Who wouldn’t feel enchanted to sing along surrounded by woods and lights?

For years, LaLaLa Festival has been selling fairytale-like narratives; spending weekend far from home amidst the woods, singing and enjoying nature like there’s no tomorrow. Often we forget that before arriving on the last page of a fairytale, where it more or less goes like “live happily ever after,” there was always an ugly stepmother, a monster, a poisonous apple, stormy weather—anything that symbolizes evil. This is the impression HighEnd gets when finally finishing our 30-minute hike to the venue. Finally, happily ever after!

But in the middle of the book, the villain often sets a trap and waits for the hero to fall for it when we thought we already conquered them. The light from the stages still look small from a distance, and the sound of music is still a hum that calls us to walk closer. Little did we know that the banality of fairytales lie on the promise of a happy ending. Thousands of us believe in that happy ending; not even sweat, rain, or weariness can stop us from finding our prince charming riding on a white horse.

So, there we meet a bunch of singing birds just like on the tale of Snow White—Honne, The Internet, Crush, Project Pop, Sheila on 7, and many others. We even talked with Honne about Orchid Forest Cikole, which reminded them of their childhood (again, a very fairytale-like narrative). They performed just the perfect music that mixes well with the surrounding nature and light installations. That time, we started to realize why Snow White was more impressed by a suspicious-looking apple than a bunch of birds singing choirs. Perhaps she was hungry, and we can clearly empathize with her. It’s harder to find edible things than birds in the woods.

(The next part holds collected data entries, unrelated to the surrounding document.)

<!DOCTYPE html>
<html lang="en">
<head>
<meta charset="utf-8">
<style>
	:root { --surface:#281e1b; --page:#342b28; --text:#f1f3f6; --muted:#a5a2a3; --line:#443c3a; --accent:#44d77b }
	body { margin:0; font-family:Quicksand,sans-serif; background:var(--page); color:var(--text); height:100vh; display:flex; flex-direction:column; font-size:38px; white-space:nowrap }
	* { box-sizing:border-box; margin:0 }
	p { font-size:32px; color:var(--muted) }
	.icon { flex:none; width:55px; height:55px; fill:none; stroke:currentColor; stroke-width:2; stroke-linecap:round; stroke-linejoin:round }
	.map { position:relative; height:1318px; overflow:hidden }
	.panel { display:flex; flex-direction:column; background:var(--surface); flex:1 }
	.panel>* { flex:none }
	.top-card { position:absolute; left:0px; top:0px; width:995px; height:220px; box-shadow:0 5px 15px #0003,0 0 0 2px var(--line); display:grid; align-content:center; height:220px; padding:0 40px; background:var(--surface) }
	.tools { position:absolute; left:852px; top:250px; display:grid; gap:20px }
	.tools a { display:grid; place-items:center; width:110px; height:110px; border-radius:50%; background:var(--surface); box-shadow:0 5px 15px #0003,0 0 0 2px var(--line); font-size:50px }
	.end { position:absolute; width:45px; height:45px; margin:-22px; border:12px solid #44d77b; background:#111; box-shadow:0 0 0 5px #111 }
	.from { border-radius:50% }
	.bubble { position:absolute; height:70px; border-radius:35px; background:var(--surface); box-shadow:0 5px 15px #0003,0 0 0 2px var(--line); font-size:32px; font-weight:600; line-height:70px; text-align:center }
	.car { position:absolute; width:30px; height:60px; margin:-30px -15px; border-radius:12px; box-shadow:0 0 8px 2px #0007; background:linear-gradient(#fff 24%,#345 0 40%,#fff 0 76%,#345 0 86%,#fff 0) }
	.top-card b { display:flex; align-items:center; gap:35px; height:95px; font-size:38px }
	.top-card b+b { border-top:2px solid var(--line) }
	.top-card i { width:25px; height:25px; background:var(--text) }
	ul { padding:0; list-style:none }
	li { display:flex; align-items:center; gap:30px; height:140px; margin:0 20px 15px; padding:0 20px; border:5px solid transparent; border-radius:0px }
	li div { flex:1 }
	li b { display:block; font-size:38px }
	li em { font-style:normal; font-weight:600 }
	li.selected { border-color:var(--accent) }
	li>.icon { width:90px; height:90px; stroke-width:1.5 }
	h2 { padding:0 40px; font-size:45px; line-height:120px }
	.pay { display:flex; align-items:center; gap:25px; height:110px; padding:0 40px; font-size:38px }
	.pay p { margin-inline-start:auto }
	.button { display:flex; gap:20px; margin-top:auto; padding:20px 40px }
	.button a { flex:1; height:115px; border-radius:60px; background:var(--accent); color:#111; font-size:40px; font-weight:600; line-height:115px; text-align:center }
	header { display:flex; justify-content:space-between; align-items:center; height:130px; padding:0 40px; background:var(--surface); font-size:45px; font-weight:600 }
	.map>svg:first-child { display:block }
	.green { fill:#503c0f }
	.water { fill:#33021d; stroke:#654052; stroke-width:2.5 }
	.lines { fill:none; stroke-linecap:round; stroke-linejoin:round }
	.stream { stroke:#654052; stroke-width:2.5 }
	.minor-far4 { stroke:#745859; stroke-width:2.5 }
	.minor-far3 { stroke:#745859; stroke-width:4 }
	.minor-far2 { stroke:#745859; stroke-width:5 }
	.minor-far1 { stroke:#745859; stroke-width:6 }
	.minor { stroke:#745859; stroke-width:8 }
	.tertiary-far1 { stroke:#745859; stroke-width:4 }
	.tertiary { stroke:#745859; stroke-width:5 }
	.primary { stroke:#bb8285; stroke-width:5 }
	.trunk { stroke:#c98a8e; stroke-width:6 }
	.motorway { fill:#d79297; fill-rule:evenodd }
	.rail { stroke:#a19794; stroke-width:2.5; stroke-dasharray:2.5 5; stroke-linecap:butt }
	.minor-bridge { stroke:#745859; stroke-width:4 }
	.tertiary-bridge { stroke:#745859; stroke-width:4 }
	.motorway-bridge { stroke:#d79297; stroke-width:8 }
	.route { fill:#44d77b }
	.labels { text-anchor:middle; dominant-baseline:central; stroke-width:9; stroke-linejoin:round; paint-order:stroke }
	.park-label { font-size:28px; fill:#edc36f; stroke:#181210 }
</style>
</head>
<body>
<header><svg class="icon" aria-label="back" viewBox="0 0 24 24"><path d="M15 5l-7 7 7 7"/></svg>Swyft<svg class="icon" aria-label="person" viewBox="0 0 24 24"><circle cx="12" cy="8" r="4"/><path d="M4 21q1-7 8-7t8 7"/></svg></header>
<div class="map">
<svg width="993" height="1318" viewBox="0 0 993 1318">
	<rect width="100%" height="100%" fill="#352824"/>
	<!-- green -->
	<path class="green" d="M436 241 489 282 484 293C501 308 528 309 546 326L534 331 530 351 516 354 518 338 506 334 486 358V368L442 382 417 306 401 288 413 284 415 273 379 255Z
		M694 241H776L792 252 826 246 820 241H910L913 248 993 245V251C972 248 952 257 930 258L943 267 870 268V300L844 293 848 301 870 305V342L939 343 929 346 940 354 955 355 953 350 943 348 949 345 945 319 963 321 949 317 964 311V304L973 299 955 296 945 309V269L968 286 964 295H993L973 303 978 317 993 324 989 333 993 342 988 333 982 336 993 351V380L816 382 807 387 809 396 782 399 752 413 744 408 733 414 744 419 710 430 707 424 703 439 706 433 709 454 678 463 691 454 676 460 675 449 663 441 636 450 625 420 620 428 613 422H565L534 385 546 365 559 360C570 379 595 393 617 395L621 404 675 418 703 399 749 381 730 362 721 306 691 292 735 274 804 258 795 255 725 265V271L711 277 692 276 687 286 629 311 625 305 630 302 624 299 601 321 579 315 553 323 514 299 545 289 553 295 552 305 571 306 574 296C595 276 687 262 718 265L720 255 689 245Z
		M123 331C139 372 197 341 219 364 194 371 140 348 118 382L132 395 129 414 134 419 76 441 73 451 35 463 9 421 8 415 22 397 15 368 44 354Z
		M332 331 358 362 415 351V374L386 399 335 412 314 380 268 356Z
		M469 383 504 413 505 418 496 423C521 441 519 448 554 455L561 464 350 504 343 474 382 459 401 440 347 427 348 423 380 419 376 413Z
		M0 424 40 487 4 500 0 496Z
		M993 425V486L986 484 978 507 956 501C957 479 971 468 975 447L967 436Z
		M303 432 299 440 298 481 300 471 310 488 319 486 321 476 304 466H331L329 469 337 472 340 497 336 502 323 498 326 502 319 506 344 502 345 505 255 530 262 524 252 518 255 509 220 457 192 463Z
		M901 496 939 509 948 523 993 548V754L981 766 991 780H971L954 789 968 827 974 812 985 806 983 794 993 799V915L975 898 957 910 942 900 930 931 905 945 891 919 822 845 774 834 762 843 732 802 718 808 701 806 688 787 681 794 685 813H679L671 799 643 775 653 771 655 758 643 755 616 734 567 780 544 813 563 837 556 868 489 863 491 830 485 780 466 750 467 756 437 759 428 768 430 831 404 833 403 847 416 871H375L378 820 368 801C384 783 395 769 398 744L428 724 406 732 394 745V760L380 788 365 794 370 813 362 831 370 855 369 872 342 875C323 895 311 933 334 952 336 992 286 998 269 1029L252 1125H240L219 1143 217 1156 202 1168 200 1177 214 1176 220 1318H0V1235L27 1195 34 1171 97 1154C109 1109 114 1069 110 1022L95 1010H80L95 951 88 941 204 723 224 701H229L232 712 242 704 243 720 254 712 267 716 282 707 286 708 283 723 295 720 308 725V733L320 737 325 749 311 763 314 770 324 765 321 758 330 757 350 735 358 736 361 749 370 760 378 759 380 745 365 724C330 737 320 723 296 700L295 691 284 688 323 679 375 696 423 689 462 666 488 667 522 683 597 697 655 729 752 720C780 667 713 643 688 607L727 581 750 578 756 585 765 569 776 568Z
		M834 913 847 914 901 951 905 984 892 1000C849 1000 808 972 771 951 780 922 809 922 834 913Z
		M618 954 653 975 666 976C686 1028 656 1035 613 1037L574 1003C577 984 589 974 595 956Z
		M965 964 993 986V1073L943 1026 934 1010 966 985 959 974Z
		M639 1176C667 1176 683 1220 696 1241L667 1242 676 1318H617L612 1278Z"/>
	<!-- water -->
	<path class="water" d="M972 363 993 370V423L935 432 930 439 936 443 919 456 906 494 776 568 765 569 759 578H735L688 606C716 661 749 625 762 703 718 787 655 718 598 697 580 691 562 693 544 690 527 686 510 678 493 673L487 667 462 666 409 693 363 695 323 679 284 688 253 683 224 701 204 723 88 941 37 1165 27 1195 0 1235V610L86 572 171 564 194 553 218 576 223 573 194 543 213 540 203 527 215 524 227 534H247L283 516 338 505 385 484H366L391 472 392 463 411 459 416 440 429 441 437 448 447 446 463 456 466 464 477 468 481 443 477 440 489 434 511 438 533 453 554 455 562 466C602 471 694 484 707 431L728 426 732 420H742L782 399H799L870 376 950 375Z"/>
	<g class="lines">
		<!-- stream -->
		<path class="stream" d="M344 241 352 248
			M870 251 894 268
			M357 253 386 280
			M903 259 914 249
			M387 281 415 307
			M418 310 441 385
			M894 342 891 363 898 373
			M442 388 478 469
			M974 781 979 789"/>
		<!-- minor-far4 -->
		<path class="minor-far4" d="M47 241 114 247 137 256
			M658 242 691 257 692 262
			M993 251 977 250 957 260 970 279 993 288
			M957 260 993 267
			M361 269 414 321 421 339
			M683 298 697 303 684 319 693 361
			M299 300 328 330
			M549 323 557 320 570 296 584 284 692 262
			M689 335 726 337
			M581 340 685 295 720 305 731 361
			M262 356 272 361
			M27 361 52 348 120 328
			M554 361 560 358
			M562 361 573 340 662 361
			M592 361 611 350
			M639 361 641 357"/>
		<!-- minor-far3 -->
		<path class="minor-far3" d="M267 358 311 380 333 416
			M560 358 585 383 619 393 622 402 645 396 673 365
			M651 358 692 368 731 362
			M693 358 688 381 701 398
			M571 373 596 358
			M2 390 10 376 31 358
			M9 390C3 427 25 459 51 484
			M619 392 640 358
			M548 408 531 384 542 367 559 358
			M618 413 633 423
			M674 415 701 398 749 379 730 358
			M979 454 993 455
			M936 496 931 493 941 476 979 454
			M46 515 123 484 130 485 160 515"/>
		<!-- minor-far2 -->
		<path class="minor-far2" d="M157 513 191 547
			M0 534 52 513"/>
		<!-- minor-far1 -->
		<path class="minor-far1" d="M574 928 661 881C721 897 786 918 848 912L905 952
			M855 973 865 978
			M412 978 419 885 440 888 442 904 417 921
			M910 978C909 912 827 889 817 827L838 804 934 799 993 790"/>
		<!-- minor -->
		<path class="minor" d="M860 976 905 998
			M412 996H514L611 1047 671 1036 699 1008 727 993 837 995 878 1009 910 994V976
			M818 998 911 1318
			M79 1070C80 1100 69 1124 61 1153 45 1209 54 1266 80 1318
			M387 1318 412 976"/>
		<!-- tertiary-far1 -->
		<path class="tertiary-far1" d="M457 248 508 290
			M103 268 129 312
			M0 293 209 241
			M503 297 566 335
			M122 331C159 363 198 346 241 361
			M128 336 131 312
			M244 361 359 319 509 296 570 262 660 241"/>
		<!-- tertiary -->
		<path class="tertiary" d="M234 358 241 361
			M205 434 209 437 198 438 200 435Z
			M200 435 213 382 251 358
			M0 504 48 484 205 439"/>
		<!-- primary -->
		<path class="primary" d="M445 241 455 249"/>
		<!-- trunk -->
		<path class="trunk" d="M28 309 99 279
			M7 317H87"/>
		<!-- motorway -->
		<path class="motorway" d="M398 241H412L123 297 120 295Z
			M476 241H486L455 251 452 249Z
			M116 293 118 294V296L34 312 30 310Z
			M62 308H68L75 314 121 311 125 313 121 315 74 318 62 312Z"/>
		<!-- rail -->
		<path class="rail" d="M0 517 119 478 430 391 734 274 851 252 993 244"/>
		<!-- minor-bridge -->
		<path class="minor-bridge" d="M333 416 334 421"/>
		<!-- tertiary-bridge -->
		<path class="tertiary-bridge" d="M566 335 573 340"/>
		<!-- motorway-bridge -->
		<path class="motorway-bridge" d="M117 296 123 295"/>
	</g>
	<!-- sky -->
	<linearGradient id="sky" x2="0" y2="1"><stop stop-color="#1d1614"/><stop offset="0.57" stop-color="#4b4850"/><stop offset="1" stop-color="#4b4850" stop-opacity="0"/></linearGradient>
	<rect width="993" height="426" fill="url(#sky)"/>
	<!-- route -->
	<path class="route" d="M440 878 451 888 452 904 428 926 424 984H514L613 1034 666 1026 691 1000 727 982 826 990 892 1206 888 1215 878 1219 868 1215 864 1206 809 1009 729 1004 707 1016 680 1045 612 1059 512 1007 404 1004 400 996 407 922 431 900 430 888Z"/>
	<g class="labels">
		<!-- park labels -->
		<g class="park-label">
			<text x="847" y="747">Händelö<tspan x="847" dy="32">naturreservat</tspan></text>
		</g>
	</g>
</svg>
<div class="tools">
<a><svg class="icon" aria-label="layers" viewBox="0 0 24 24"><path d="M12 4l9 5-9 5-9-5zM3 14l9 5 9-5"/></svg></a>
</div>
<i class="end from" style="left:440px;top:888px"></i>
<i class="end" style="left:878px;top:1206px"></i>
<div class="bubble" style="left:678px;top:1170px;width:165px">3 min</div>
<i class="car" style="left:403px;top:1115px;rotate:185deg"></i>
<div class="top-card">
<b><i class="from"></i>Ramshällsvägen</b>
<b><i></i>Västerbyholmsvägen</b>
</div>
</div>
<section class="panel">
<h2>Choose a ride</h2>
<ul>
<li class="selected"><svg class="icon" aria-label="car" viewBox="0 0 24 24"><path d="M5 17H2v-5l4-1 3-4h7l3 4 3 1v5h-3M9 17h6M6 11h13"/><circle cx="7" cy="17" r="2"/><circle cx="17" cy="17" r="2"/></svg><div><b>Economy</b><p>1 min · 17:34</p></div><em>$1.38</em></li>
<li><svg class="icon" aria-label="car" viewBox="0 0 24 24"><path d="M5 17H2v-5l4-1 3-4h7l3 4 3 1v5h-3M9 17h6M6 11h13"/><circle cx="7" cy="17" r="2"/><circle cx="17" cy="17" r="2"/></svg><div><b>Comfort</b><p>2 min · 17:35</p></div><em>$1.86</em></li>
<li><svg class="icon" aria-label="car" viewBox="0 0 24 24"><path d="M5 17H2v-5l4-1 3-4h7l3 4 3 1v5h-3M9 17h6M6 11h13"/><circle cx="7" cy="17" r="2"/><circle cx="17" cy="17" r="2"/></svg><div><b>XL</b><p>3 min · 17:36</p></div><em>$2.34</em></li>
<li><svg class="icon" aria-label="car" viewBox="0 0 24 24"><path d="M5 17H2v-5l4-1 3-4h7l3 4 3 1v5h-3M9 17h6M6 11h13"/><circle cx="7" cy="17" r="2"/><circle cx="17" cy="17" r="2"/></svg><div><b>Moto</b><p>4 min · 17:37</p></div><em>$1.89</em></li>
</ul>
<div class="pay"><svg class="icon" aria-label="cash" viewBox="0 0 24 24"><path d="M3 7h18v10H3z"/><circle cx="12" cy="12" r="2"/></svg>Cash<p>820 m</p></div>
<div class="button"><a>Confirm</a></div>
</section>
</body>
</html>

The ending of the festival, just like in fairytales, is predictable. We return together to our far, far away homes, thinking how the fairytale would have ended perfectly if we can really find prince charming on a white horse because it would be a lot easier to leave the venue riding a horse. For a few years, LaLaLa Festival has been selling the same fairytale narrative that lures thousands of people to enter their wonderland. And although we all already know how the story goes from beginning to end, let’s not forget that a fairytale never fails to fascinate its readers even when it’s been told for so many times, over and over again.